:: Data extract ::

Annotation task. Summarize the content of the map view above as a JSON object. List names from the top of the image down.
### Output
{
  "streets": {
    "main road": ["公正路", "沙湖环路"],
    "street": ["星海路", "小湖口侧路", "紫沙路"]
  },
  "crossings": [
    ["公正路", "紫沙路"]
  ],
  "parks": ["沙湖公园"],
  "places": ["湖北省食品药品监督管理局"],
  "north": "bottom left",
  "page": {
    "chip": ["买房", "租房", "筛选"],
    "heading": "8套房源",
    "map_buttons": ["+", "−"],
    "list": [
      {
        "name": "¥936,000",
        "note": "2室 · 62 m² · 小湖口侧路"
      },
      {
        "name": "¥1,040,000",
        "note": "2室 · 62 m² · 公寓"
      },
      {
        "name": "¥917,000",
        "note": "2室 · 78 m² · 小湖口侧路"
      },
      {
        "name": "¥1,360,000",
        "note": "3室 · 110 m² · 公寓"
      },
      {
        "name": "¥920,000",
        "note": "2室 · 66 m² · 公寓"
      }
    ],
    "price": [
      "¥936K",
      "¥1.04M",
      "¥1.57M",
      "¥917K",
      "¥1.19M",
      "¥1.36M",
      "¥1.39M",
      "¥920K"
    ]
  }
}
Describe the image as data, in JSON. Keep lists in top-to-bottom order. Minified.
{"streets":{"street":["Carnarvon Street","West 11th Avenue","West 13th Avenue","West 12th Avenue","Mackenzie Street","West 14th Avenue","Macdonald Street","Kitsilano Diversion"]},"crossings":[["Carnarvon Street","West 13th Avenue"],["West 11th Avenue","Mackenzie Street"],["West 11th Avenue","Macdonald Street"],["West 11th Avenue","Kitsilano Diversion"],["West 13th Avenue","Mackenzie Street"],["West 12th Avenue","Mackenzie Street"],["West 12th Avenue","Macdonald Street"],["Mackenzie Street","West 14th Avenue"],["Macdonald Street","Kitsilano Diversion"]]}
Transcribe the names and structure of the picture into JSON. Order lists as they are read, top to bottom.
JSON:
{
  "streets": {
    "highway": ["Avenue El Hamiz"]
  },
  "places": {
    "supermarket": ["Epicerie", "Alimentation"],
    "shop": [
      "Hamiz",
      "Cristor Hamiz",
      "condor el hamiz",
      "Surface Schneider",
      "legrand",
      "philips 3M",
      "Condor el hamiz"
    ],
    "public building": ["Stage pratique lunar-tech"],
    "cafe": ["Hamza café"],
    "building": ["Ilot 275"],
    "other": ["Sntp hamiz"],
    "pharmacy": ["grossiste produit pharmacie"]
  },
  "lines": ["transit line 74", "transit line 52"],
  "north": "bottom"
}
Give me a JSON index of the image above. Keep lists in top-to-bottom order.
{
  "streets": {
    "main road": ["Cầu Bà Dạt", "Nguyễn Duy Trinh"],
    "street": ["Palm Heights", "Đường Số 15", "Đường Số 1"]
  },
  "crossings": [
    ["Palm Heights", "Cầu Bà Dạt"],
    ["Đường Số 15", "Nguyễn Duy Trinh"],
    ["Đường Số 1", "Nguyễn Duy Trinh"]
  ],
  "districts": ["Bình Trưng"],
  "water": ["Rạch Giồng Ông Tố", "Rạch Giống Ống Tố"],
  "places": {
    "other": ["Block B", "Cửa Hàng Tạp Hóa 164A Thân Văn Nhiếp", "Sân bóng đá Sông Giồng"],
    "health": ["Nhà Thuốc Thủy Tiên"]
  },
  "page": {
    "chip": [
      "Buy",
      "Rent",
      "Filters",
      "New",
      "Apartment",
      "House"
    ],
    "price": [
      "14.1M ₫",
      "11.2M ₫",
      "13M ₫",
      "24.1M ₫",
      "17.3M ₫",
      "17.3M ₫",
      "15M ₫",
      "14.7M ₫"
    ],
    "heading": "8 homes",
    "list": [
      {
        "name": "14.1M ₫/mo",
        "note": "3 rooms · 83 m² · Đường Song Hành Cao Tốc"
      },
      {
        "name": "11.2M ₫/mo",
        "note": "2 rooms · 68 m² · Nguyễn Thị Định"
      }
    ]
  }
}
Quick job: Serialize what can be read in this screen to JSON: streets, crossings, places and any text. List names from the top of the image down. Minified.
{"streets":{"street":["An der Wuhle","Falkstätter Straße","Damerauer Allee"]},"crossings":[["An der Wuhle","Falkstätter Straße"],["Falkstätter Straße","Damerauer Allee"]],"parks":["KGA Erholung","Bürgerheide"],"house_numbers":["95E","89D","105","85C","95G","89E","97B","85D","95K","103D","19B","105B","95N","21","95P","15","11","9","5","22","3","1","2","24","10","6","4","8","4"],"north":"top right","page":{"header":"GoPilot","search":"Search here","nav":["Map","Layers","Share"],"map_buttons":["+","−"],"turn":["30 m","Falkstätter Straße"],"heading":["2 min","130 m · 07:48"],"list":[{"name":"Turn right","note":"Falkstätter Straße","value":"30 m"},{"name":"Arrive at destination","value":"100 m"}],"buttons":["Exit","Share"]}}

:::

* Your instructions
None of the records may be omitted or altered when they are given again.

* Solution for this exercise
Annotation task. Summarize the content of the map view above as a JSON object. List names from the top of the image down.
### Output
{
  "streets": {
    "main road": ["公正路", "沙湖环路"],
    "street": ["星海路", "小湖口侧路", "紫沙路"]
  },
  "crossings": [
    ["公正路", "紫沙路"]
  ],
  "parks": ["沙湖公园"],
  "places": ["湖北省食品药品监督管理局"],
  "north": "bottom left",
  "page": {
    "chip": ["买房", "租房", "筛选"],
    "heading": "8套房源",
    "map_buttons": ["+", "−"],
    "list": [
      {
        "name": "¥936,000",
        "note": "2室 · 62 m² · 小湖口侧路"
      },
      {
        "name": "¥1,040,000",
        "note": "2室 · 62 m² · 公寓"
      },
      {
        "name": "¥917,000",
        "note": "2室 · 78 m² · 小湖口侧路"
      },
      {
        "name": "¥1,360,000",
        "note": "3室 · 110 m² · 公寓"
      },
      {
        "name": "¥920,000",
        "note": "2室 · 66 m² · 公寓"
      }
    ],
    "price": [
      "¥936K",
      "¥1.04M",
      "¥1.57M",
      "¥917K",
      "¥1.19M",
      "¥1.36M",
      "¥1.39M",
      "¥920K"
    ]
  }
}
Describe the image as data, in JSON. Keep lists in top-to-bottom order. Minified.
{"streets":{"street":["Carnarvon Street","West 11th Avenue","West 13th Avenue","West 12th Avenue","Mackenzie Street","West 14th Avenue","Macdonald Street","Kitsilano Diversion"]},"crossings":[["Carnarvon Street","West 13th Avenue"],["West 11th Avenue","Mackenzie Street"],["West 11th Avenue","Macdonald Street"],["West 11th Avenue","Kitsilano Diversion"],["West 13th Avenue","Mackenzie Street"],["West 12th Avenue","Mackenzie Street"],["West 12th Avenue","Macdonald Street"],["Mackenzie Street","West 14th Avenue"],["Macdonald Street","Kitsilano Diversion"]]}
Transcribe the names and structure of the picture into JSON. Order lists as they are read, top to bottom.
JSON:
{
  "streets": {
    "highway": ["Avenue El Hamiz"]
  },
  "places": {
    "supermarket": ["Epicerie", "Alimentation"],
    "shop": [
      "Hamiz",
      "Cristor Hamiz",
      "condor el hamiz",
      "Surface Schneider",
      "legrand",
      "philips 3M",
      "Condor el hamiz"
    ],
    "public building": ["Stage pratique lunar-tech"],
    "cafe": ["Hamza café"],
    "building": ["Ilot 275"],
    "other": ["Sntp hamiz"],
    "pharmacy": ["grossiste produit pharmacie"]
  },
  "lines": ["transit line 74", "transit line 52"],
  "north": "bottom"
}
Give me a JSON index of the image above. Keep lists in top-to-bottom order.
{
  "streets": {
    "main road": ["Cầu Bà Dạt", "Nguyễn Duy Trinh"],
    "street": ["Palm Heights", "Đường Số 15", "Đường Số 1"]
  },
  "crossings": [
    ["Palm Heights", "Cầu Bà Dạt"],
    ["Đường Số 15", "Nguyễn Duy Trinh"],
    ["Đường Số 1", "Nguyễn Duy Trinh"]
  ],
  "districts": ["Bình Trưng"],
  "water": ["Rạch Giồng Ông Tố", "Rạch Giống Ống Tố"],
  "places": {
    "other": ["Block B", "Cửa Hàng Tạp Hóa 164A Thân Văn Nhiếp", "Sân bóng đá Sông Giồng"],
    "health": ["Nhà Thuốc Thủy Tiên"]
  },
  "page": {
    "chip": [
      "Buy",
      "Rent",
      "Filters",
      "New",
      "Apartment",
      "House"
    ],
    "price": [
      "14.1M ₫",
      "11.2M ₫",
      "13M ₫",
      "24.1M ₫",
      "17.3M ₫",
      "17.3M ₫",
      "15M ₫",
      "14.7M ₫"
    ],
    "heading": "8 homes",
    "list": [
      {
        "name": "14.1M ₫/mo",
        "note": "3 rooms · 83 m² · Đường Song Hành Cao Tốc"
      },
      {
        "name": "11.2M ₫/mo",
        "note": "2 rooms · 68 m² · Nguyễn Thị Định"
      }
    ]
  }
}
Quick job: Serialize what can be read in this screen to JSON: streets, crossings, places and any text. List names from the top of the image down. Minified.
{"streets":{"street":["An der Wuhle","Falkstätter Straße","Damerauer Allee"]},"crossings":[["An der Wuhle","Falkstätter Straße"],["Falkstätter Straße","Damerauer Allee"]],"parks":["KGA Erholung","Bürgerheide"],"house_numbers":["95E","89D","105","85C","95G","89E","97B","85D","95K","103D","19B","105B","95N","21","95P","15","11","9","5","22","3","1","2","24","10","6","4","8","4"],"north":"top right","page":{"header":"GoPilot","search":"Search here","nav":["Map","Layers","Share"],"map_buttons":["+","−"],"turn":["30 m","Falkstätter Straße"],"heading":["2 min","130 m · 07:48"],"list":[{"name":"Turn right","note":"Falkstätter Straße","value":"30 m"},{"name":"Arrive at destination","value":"100 m"}],"buttons":["Exit","Share"]}}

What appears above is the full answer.